Tuesday, February 9, 2010

Carbonera, Carbonara either way it's good!

 Cabonara~ Ok this is not the authentic from Italy version this is my personal version. Recipes are not my thing I hardly ever use them except for baking I just cook it's my NaNa's fault she didn't even bake with recipes she lived half a block away from us till I was 8 when we moved to Hawaii. Needless to say I spent A LOT of time in her kitchen at a young age.
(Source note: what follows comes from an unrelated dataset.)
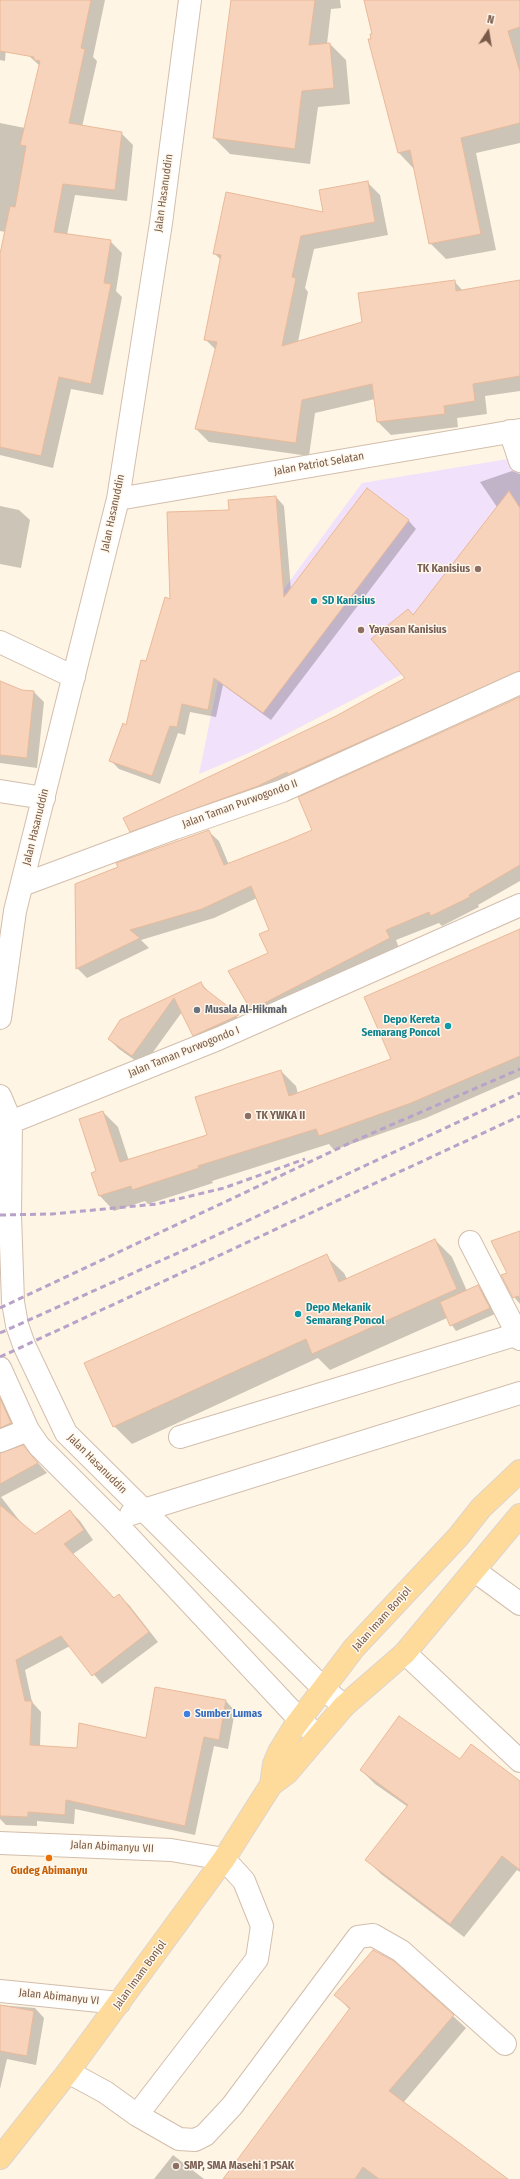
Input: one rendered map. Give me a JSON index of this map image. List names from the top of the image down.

She never made Carbonara that I remember but I was so young....I could clean and fry calamari at 8 :) Anyway for those of you who haven't had it oh the goodness you must get to know... I only cook in larger portions so adjust as needed...


12oz or slice of thick applewood cured bacon
   Baked in the oven at 425 for 25 minutes till crispy
1/2 lb of baby sweet peas 
   steamed till warm but still crisp
4 eggs scrambeled 
   with just salt & pepper scramble them into small pieces
6 cloves of garlic 
   smashed minced and fried in a little butter and olive oil till golden brown
half a medium sized sweet onion 
   minced 1/4 inch squares sauteed till just a little color and soft
1 lb farfalle (bowtie) or linguine pasta 
   just past aldente but not soft
1/4 cup green onions
fresh ground black pepper


parmegiano reggiano cream sauce
2 1/2 sticks of butter 
   melted on LOW constantly whisk till melted
1/2 pints of half and half 
   added slowly whisk in between each 1/4 cup added till blended repeat till its all in there
2 cups aged parmagiano reggiano romano 
   large side shreeded or any dry italian cheese with some nice age to it
   slowly whisk it in till its all combined and smooth add fresh ground black pepper to taste whisk


So first I preheat the oven to 425,
get the pot of salted water on
clean and mince the garlic, the sweet onions, and green onion
steam the peas till just warm and still crisp
   remove from steamer set in a bowl on the side
 put bacon in the oven on a foil lined cookie sheet (no clean up!)
 fry up the garlic on low spoon out of the olive oil and butter put on top of the peas , 
 cook up the onions next in same small pan on low then place the butter and oil onions on the peas too
 you can cook the eggs while you cook the onions when done place eggs on top of peas in bowl,
 throw in your pasta (my farfalle took 15 min)
 start your sauce see directions above 
    *low heat constant whisking and small amount of time are key to not breaking (separating) the sauce*
pull out the bacon drain on paper towels
pull finished pasta and drain, put in big bowl
crumble or chop bacon about 1/3 in pieces on to pea mixture
now GENTLY stir pea mixture into sauce add the green onion to the sauce the immediately
toss into the pasta and serve!


This is maybe the 3rd recipe I have ever tried to write down hope it makes sense!
My kids ate this like it was gonna run away peas and all, they both don't like peas! I haven't made this since before they were born! it's one of hubbys favorites! :)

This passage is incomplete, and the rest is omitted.